Doctor Faustus
An appointment with Doctor Faustus.
Clinical Psychologist.
I’m sunk deep in this old armchair, the one with the springs poking through like bad memories, and the room’s half-lit, half-dead, snow still spitting against the window. The clock’s oak pendulum swings back and forth, steady as a hangover heartbeat, counting me out. I’m just letting go, sliding down easy into the booze and the years.
“Think of your soul like an onion,” he says, peeling another layer with every tick, every goddamn tock, another skin of me curling off and hitting the floor.
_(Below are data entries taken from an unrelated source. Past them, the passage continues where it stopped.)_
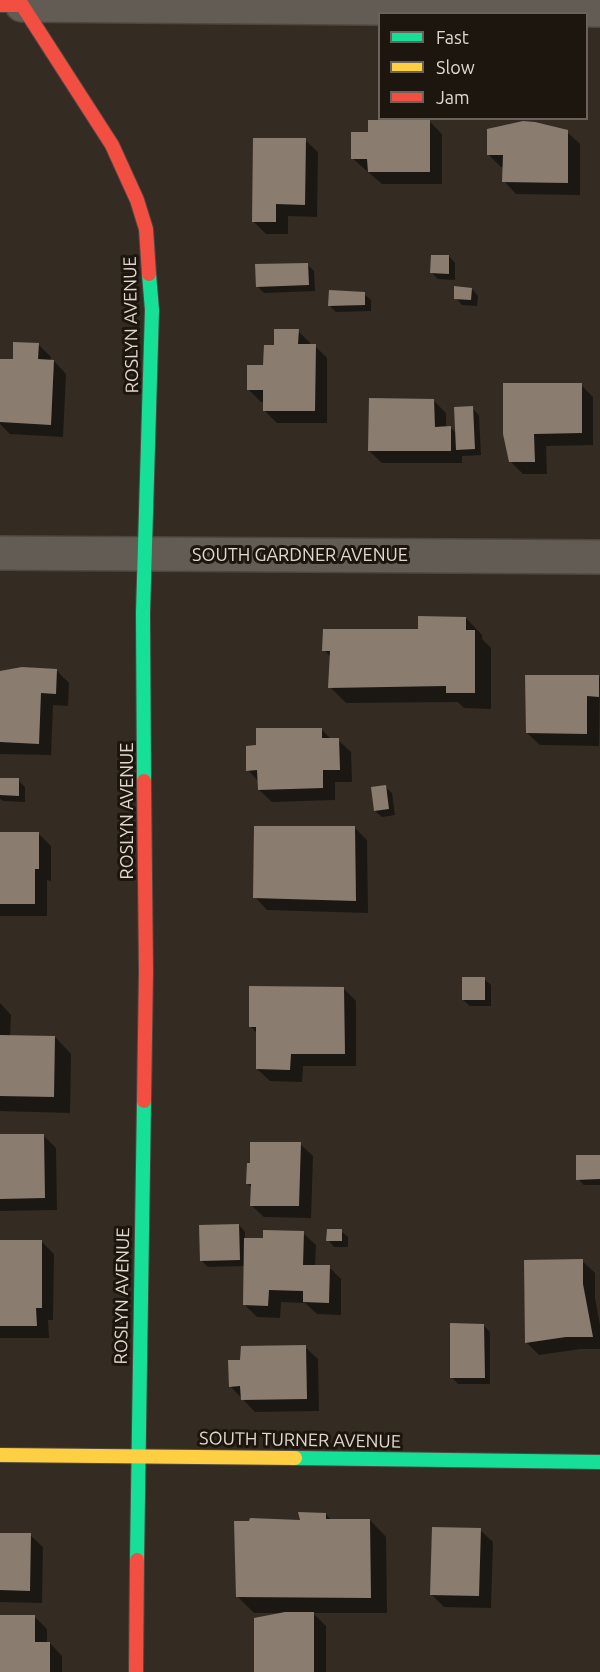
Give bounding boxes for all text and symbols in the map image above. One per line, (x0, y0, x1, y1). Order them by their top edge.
legend (378, 12, 588, 120)
text: Fast (436, 27, 469, 47)
text: Slow (436, 57, 475, 77)
text: Jam (436, 87, 470, 107)
street label: ROSLYN AVENUE (119, 256, 143, 394)
street label: SOUTH GARDNER AVENUE (192, 544, 408, 566)
street label: ROSLYN AVENUE (116, 743, 138, 879)
street label: ROSLYN AVENUE (110, 1227, 134, 1365)
street label: SOUTH TURNER AVENUE (199, 1427, 401, 1453)

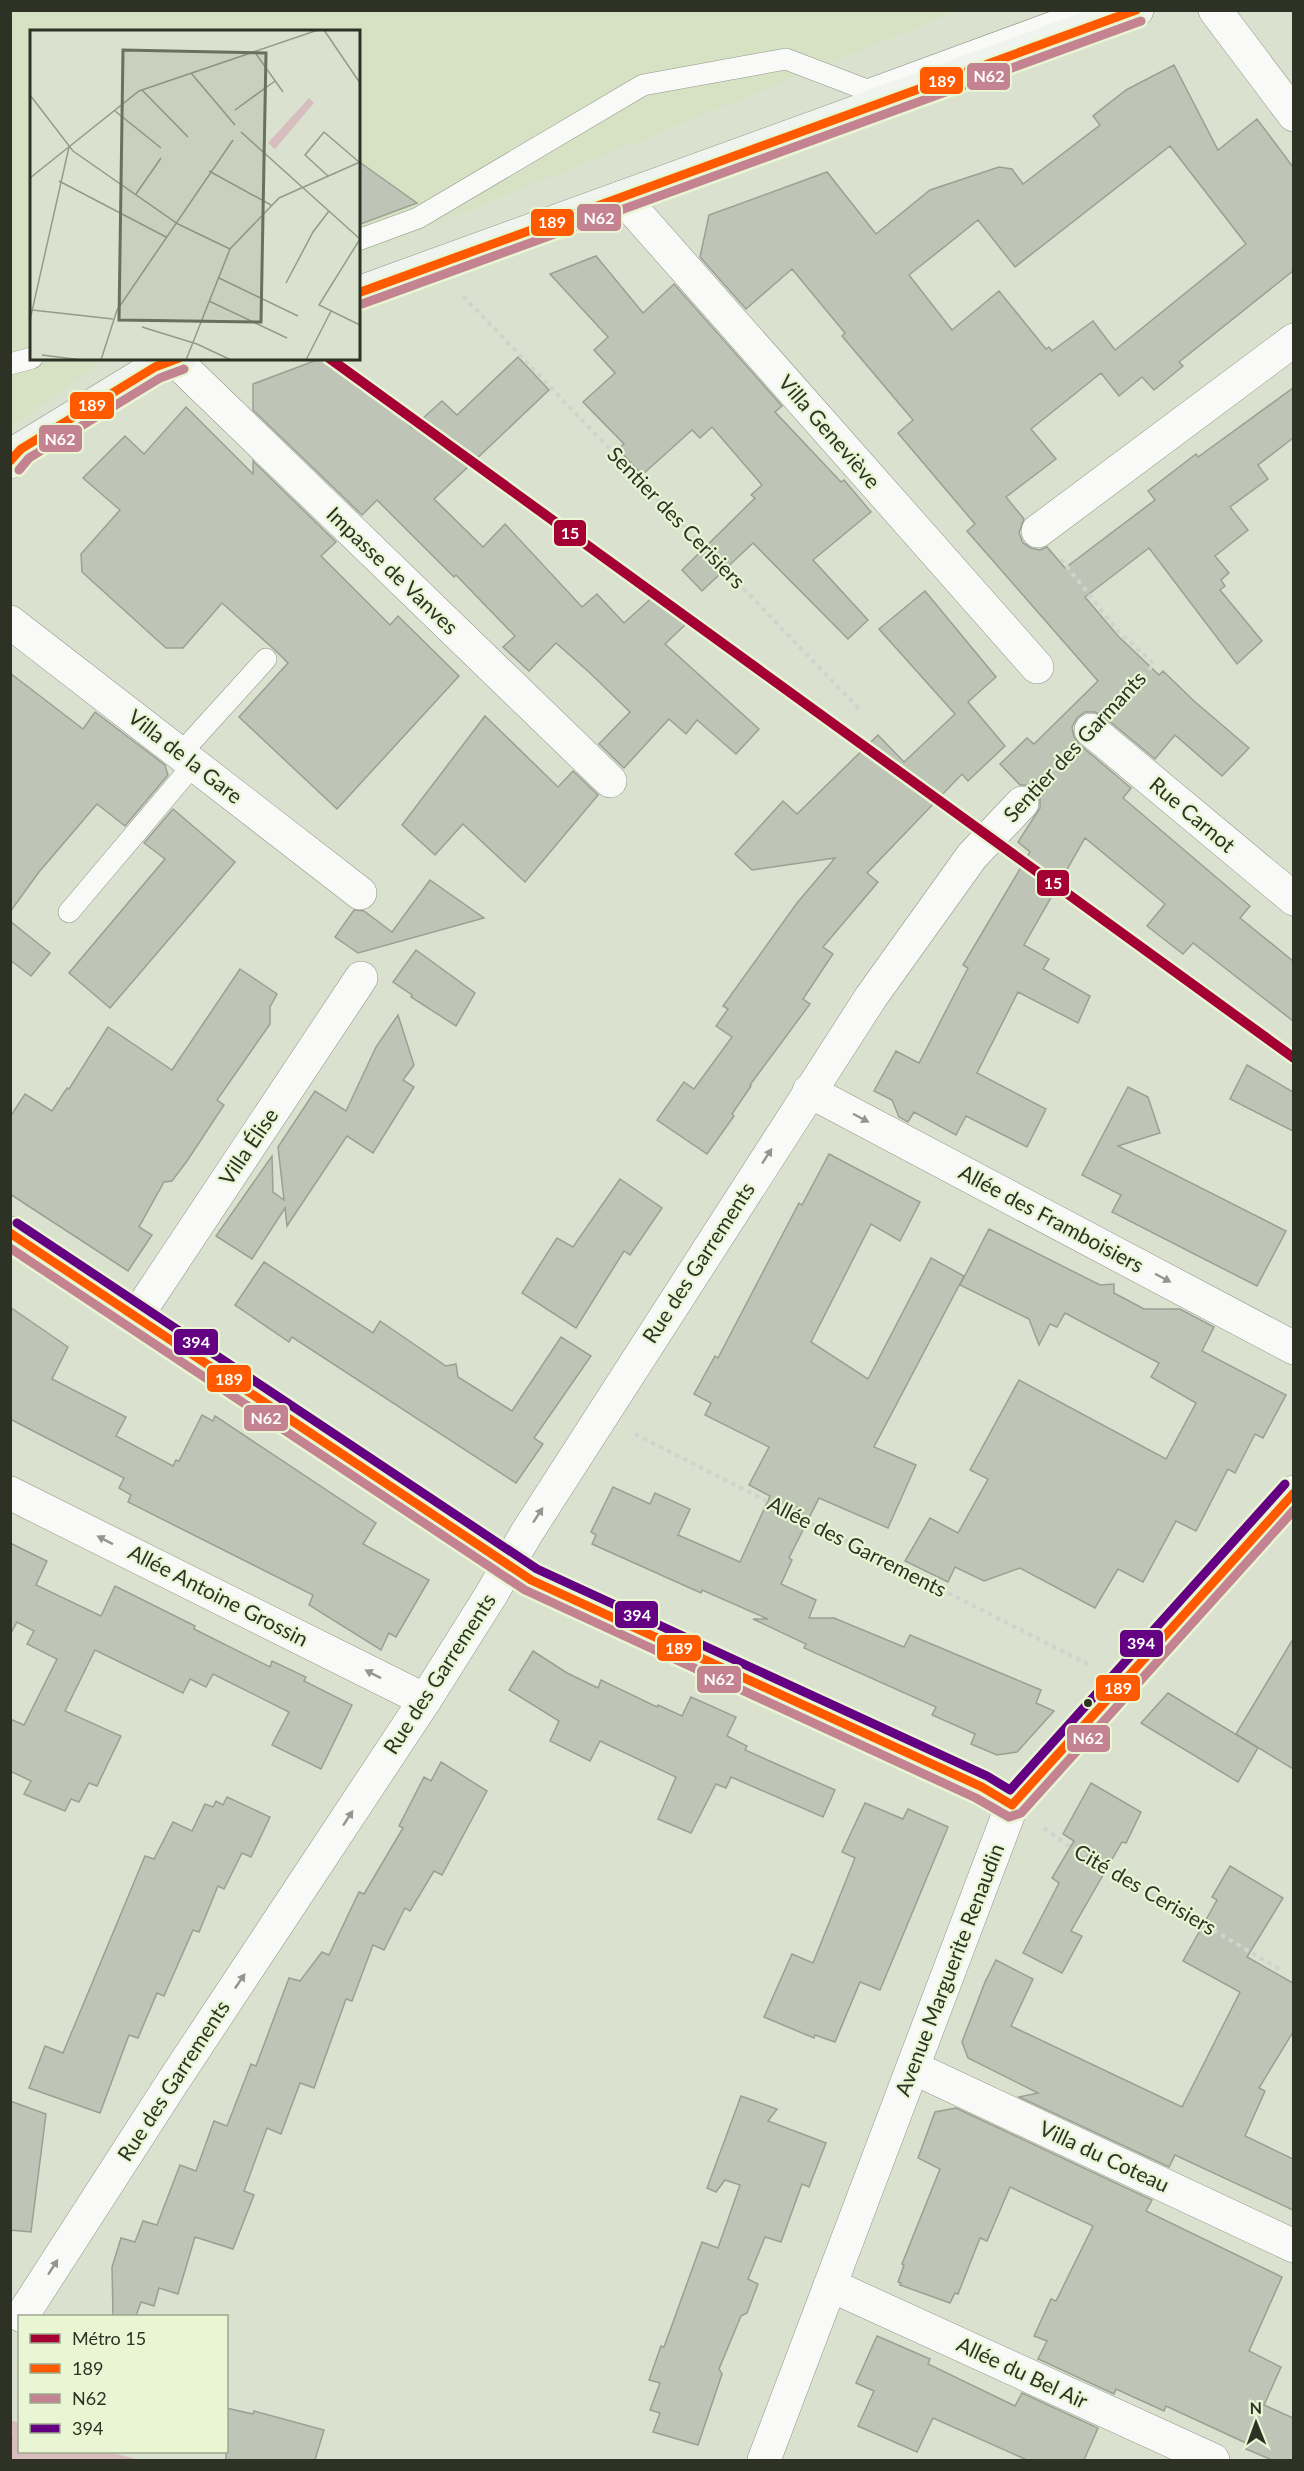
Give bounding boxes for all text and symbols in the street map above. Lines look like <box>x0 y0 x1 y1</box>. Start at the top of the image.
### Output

And there she is again, my gran, a distant memory, elbows deep in flour and cinnamon, sliding that apple pie into the oven like it could save somebody. While it browned, she’d be at the table with a funnel, pouring the Mainstay into old Mainstay bottles, cutting it with water so my uncle wouldn’t drown so fast. His liver already yellow as old newspaper, floating in and out of some charity ward while machines beeped like this same fucking clock. She never said much, just worked quiet, hands steady, pretending a little dilution might keep death from knocking too loud.
Tick. Tock.
Another breath in, another breath out.
And here I am, years later, still peeling, still crying, still listening to that bastard pendulum telling the whole tired story one slow beat at a time.